Saved entries:
Segment Open

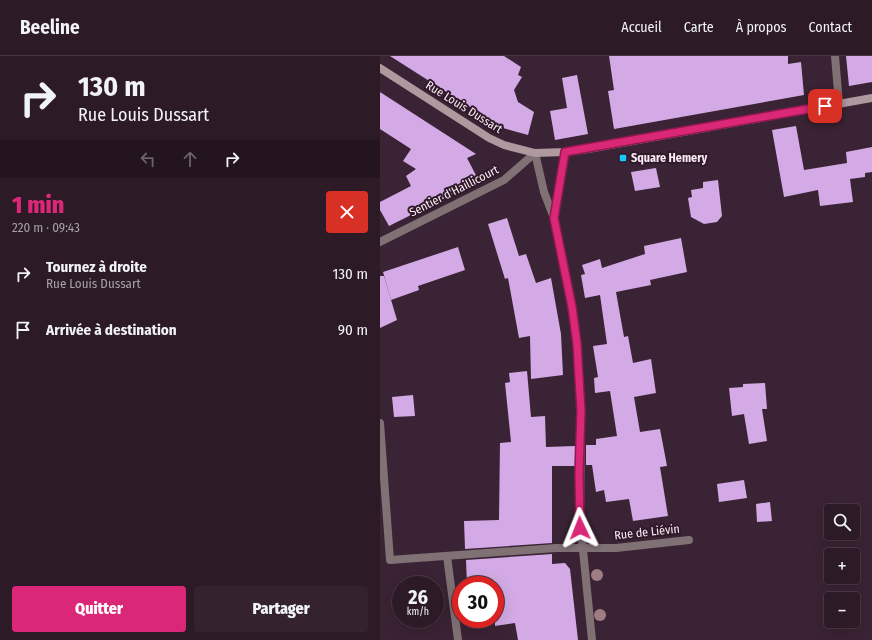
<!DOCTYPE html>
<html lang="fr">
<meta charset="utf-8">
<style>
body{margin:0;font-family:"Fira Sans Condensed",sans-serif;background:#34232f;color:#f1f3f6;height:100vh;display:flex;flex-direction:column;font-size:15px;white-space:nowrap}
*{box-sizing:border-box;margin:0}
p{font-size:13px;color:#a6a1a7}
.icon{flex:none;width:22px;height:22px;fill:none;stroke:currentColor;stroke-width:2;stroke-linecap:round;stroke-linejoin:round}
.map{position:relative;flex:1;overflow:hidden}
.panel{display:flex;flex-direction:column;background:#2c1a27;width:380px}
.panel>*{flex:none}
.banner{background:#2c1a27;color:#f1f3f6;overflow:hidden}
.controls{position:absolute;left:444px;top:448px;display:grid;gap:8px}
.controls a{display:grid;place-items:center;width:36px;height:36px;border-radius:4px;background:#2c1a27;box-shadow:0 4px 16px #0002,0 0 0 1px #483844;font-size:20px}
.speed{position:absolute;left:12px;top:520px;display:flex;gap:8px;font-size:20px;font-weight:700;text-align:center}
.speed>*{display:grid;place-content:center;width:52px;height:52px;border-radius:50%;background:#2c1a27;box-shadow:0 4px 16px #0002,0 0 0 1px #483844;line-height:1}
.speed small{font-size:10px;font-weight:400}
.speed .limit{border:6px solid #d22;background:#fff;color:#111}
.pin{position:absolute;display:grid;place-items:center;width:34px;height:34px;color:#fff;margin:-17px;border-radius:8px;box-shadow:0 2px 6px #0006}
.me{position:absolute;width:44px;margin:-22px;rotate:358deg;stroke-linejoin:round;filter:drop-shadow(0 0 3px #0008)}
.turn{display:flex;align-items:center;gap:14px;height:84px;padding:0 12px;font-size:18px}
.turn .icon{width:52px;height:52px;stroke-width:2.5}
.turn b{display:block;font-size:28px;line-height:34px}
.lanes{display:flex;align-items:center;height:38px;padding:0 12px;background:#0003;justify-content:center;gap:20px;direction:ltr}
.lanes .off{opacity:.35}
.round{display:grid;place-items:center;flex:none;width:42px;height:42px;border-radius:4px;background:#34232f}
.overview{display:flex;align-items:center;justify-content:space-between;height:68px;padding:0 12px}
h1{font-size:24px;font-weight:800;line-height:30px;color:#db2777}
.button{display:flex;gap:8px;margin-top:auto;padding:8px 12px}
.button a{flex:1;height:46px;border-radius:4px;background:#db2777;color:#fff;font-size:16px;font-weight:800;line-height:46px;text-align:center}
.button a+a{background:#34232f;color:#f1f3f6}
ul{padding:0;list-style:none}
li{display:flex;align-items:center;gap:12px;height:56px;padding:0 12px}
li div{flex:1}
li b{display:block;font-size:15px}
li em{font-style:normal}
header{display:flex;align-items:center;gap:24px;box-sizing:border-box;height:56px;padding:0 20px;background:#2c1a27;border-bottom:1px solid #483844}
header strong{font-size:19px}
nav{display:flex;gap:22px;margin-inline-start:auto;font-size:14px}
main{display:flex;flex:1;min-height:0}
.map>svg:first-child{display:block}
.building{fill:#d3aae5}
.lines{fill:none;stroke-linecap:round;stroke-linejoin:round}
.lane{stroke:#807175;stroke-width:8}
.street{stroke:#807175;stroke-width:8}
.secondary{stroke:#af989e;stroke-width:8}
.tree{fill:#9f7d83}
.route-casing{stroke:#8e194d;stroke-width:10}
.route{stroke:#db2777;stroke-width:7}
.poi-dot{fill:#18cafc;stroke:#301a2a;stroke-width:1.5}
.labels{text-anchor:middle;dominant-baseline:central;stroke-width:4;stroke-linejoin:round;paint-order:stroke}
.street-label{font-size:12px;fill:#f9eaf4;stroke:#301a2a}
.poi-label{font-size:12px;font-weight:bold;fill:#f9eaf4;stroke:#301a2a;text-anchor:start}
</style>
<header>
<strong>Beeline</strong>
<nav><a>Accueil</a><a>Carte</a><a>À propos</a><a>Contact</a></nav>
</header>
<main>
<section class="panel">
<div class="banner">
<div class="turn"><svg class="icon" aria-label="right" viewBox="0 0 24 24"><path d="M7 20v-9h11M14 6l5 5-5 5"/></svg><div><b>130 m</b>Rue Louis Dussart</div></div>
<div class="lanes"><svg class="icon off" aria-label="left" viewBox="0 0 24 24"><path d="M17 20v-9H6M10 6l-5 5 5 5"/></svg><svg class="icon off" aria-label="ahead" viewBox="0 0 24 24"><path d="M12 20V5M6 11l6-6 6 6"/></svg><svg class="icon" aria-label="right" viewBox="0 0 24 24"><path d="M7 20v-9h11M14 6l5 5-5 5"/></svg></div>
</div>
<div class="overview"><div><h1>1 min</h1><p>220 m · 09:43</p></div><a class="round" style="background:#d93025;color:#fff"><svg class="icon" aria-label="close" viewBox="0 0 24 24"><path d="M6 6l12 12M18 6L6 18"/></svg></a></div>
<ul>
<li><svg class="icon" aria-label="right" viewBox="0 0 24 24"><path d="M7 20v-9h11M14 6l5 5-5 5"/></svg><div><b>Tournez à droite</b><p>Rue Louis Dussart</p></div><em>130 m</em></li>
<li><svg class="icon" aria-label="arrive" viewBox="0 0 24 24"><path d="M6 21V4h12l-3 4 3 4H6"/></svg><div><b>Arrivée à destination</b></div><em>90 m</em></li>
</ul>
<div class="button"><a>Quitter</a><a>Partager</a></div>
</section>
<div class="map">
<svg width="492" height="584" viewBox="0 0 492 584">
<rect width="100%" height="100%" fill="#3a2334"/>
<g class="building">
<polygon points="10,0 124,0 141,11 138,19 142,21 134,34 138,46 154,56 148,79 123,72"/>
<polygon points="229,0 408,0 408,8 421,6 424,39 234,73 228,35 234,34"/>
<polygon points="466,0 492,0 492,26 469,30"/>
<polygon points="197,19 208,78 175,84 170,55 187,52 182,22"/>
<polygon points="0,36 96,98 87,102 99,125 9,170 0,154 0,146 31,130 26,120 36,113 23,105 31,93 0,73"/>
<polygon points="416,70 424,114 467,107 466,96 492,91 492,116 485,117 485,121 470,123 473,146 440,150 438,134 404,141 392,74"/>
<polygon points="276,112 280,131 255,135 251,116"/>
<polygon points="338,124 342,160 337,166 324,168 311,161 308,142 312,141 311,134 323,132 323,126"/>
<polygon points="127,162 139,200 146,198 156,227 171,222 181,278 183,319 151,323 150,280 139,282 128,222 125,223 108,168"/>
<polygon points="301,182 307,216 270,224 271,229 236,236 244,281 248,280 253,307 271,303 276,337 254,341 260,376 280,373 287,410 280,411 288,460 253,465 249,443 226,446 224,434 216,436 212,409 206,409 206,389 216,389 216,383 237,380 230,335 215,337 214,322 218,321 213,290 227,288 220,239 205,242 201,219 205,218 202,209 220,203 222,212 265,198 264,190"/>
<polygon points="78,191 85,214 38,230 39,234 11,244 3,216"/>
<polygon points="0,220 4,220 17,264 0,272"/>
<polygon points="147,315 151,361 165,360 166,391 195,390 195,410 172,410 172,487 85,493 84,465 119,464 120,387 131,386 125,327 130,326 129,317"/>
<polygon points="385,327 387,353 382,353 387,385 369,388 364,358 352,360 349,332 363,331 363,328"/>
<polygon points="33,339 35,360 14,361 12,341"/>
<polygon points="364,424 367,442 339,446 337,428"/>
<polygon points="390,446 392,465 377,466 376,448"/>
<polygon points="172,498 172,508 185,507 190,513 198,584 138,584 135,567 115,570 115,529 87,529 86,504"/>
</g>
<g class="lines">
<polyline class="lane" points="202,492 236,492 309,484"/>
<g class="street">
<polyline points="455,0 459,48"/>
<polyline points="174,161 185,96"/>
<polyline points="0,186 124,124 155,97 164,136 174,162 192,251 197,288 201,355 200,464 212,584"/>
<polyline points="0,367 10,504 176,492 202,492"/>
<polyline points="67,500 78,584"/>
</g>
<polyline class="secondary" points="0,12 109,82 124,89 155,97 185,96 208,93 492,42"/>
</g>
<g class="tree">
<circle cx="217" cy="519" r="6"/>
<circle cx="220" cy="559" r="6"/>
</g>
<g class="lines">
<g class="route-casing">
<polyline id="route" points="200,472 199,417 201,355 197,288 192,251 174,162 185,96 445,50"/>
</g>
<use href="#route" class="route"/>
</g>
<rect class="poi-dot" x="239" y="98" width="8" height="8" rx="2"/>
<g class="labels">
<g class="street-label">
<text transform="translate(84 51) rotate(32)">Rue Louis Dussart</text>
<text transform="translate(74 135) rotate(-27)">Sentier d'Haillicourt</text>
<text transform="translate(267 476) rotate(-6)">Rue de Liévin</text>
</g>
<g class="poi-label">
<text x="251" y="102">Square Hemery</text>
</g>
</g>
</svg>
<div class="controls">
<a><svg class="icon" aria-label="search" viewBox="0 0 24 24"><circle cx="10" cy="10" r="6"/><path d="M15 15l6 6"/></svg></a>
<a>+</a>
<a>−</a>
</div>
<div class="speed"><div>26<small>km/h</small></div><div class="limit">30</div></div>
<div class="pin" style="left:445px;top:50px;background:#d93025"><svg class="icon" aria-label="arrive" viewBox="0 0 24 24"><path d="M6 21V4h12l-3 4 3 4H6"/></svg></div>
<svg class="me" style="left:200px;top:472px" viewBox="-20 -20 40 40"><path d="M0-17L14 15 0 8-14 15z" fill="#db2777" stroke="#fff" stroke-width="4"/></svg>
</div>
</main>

Segment Closed
Segment Open

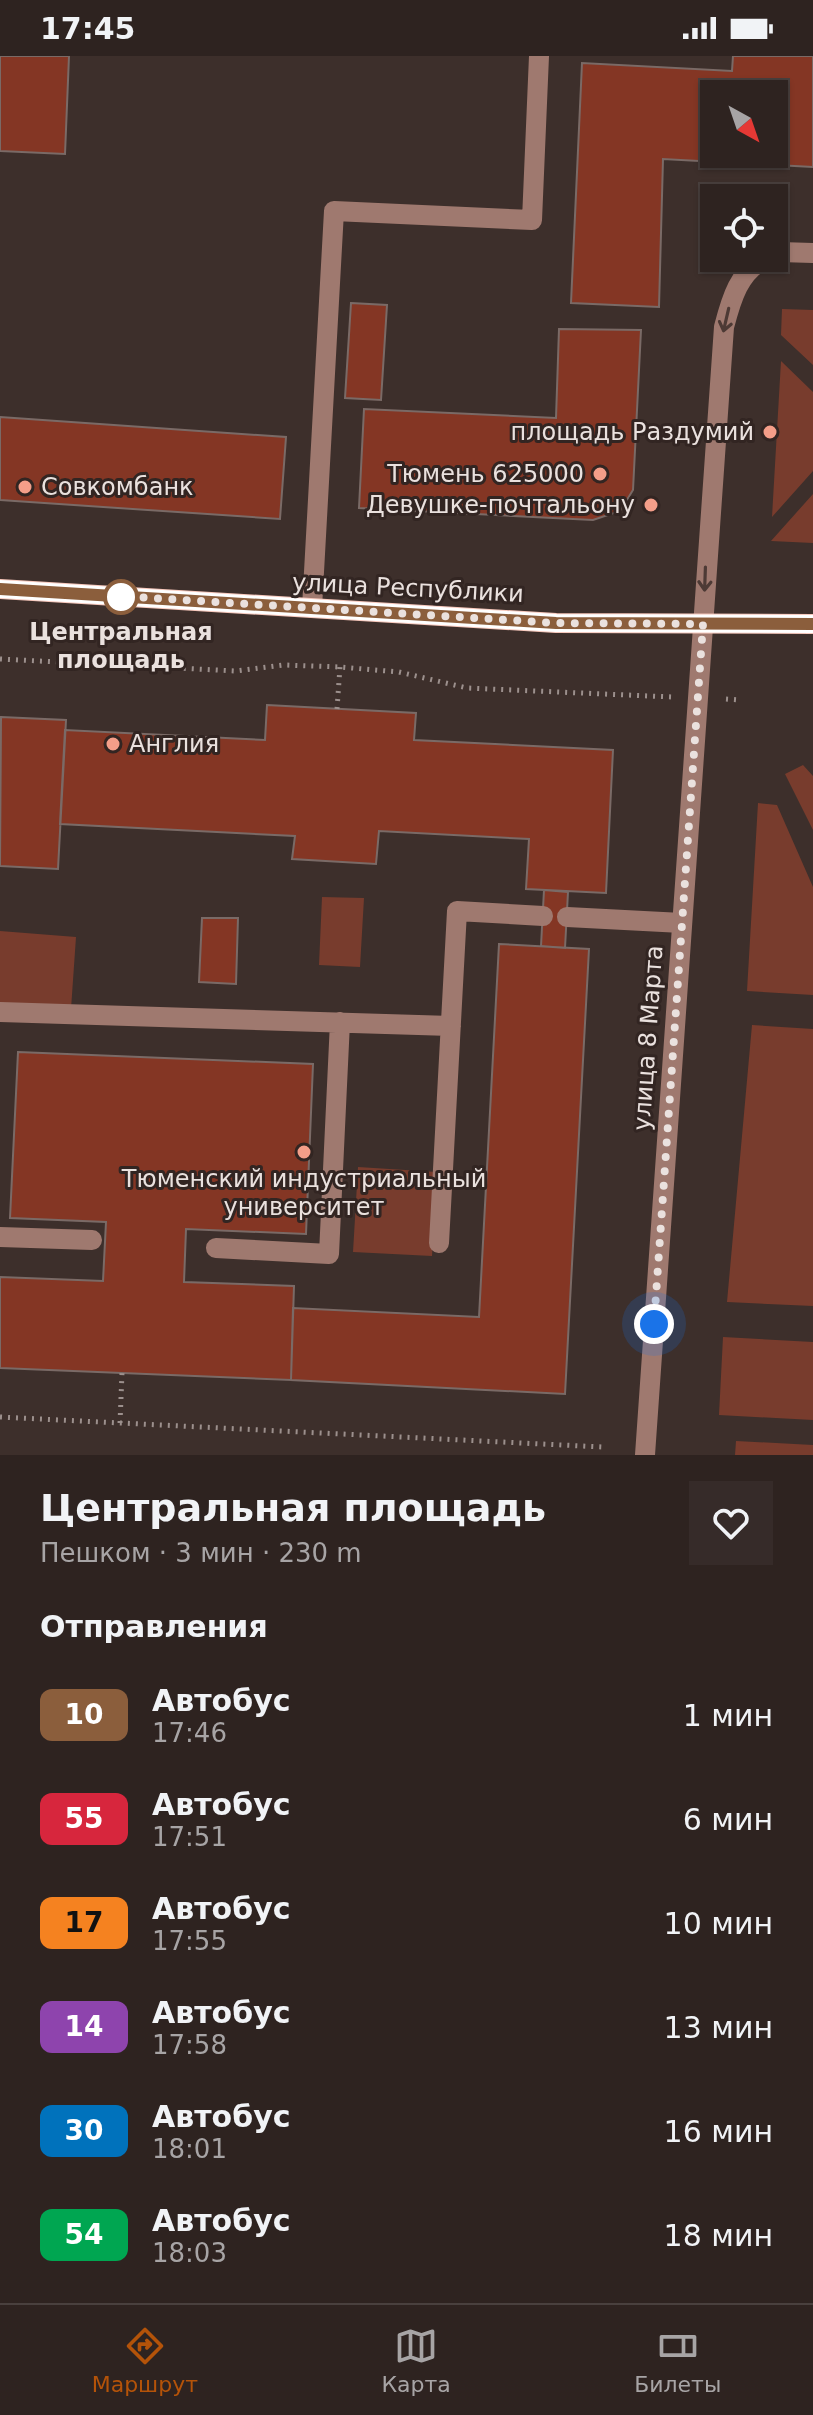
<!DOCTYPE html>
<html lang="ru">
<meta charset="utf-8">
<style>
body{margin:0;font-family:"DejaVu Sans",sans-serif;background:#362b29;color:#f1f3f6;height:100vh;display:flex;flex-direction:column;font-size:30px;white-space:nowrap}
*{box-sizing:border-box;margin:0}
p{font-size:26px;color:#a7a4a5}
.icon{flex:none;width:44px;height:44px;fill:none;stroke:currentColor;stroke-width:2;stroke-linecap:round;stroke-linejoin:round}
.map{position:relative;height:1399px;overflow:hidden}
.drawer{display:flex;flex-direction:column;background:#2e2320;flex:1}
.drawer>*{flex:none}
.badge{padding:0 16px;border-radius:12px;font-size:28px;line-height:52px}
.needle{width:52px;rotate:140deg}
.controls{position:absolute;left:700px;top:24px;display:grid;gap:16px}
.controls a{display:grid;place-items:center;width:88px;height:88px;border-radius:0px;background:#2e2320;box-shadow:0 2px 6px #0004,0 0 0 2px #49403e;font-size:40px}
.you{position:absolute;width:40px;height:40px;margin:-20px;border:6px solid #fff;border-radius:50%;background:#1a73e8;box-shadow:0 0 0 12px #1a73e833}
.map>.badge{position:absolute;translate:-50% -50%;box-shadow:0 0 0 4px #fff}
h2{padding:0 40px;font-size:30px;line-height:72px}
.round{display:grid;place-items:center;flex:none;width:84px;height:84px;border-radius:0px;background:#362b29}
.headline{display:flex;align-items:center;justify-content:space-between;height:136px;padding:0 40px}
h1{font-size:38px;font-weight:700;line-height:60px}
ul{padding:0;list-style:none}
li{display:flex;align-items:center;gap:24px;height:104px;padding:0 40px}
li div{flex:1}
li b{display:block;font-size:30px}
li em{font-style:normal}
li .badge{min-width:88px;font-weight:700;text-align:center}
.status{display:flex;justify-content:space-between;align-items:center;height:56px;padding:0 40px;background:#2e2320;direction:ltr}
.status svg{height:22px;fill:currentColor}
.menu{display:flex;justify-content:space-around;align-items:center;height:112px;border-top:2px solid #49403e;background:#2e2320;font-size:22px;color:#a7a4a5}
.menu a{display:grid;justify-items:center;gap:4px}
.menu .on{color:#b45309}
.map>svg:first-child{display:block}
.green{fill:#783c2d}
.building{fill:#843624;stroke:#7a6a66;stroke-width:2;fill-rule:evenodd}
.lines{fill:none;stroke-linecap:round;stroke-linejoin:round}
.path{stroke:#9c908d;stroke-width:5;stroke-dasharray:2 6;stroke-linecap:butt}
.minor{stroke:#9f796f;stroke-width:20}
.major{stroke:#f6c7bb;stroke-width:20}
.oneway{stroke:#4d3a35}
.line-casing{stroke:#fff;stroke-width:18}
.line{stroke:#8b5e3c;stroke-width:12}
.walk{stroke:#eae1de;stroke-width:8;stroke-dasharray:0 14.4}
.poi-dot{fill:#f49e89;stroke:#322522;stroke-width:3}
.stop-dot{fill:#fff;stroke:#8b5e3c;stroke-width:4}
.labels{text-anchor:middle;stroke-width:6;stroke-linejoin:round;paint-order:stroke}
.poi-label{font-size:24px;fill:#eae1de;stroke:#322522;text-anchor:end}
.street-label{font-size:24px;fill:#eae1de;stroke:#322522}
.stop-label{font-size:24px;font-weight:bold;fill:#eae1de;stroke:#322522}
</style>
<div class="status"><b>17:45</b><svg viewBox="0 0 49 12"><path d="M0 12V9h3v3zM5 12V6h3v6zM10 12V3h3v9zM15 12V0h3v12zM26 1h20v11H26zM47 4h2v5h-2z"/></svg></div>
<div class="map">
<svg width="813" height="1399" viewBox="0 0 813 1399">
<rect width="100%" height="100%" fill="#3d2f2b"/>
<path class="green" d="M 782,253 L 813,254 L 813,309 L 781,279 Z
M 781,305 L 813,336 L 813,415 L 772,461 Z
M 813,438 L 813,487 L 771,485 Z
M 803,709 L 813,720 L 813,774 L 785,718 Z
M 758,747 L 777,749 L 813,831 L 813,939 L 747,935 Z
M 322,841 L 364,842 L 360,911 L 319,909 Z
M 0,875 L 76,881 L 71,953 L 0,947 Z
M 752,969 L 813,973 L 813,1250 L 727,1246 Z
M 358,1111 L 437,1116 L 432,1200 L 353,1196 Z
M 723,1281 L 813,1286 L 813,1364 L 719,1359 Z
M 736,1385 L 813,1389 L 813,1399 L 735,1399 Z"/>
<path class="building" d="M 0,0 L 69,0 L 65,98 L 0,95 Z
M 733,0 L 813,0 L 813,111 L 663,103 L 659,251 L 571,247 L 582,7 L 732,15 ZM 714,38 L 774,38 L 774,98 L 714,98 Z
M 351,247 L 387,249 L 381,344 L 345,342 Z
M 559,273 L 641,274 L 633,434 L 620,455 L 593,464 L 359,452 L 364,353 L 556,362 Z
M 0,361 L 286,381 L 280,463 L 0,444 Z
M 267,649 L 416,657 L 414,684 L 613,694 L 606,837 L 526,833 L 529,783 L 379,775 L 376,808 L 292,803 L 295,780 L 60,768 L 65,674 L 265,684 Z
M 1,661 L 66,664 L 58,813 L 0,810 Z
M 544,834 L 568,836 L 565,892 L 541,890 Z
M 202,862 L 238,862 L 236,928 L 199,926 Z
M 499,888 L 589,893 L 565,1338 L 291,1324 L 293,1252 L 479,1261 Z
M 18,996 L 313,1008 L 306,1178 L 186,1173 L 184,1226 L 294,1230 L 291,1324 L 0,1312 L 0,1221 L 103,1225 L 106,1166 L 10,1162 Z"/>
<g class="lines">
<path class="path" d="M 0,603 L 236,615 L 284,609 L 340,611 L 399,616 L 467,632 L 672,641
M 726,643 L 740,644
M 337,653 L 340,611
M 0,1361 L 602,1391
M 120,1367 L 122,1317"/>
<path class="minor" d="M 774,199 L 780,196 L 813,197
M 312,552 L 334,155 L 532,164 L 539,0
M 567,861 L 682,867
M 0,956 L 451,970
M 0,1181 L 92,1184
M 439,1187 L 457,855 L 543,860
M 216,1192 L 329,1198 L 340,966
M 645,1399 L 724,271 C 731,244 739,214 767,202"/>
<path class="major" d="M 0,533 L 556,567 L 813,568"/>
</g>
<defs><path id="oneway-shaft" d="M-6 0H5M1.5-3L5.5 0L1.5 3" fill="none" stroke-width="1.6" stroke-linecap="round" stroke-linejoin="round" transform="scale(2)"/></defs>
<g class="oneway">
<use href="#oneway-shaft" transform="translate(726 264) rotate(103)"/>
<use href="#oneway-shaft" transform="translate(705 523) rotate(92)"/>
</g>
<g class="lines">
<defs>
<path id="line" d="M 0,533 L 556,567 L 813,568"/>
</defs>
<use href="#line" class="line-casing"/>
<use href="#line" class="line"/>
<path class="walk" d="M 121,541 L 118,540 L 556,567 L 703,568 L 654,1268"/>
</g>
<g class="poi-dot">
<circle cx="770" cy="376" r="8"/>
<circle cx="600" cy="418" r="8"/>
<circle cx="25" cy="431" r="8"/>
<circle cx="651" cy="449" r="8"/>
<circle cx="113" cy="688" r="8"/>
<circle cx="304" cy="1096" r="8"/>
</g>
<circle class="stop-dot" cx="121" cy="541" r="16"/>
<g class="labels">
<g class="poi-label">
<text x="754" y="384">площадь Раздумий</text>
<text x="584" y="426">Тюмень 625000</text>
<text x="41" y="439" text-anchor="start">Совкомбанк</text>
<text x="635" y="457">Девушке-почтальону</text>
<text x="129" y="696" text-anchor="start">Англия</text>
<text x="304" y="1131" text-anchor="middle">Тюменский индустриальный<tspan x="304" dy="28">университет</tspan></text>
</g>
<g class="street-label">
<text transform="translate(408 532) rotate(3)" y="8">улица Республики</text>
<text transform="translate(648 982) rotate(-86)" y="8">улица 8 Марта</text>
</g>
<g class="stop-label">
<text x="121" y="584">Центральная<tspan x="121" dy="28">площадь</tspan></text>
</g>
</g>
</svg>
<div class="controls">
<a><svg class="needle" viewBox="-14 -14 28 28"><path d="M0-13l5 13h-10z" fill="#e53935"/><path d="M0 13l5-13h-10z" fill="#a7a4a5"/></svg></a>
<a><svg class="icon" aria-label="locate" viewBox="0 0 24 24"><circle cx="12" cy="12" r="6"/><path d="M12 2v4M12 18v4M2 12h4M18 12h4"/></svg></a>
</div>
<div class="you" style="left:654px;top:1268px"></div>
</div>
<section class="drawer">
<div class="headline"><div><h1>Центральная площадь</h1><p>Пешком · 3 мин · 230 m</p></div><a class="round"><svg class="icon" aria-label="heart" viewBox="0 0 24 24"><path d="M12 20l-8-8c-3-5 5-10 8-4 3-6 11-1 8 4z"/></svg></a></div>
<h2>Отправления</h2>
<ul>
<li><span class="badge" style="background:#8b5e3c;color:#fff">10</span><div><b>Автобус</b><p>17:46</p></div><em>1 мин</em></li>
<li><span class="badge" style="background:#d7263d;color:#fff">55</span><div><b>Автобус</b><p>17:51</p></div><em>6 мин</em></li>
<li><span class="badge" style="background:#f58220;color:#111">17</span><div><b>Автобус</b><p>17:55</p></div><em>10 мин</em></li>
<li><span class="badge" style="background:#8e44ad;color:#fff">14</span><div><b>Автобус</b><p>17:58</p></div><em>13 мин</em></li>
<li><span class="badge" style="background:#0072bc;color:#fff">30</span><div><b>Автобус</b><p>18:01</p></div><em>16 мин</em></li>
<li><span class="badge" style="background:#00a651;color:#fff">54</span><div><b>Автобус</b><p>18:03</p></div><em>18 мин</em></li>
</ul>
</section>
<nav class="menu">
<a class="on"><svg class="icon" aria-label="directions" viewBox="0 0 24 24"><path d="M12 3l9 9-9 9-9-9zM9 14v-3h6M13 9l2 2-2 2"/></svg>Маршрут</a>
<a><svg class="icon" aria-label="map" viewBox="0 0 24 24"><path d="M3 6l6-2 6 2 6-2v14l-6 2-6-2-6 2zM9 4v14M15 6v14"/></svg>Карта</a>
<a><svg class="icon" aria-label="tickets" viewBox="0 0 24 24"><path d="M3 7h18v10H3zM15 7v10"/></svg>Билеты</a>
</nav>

Segment Closed

### Directions for this task
Search the data above for the word "small" and show every line that has it.

### Answer box
.speed small{font-size:10px;font-weight:400}
<div class="speed"><div>26<small>km/h</small></div><div class="limit">30</div></div>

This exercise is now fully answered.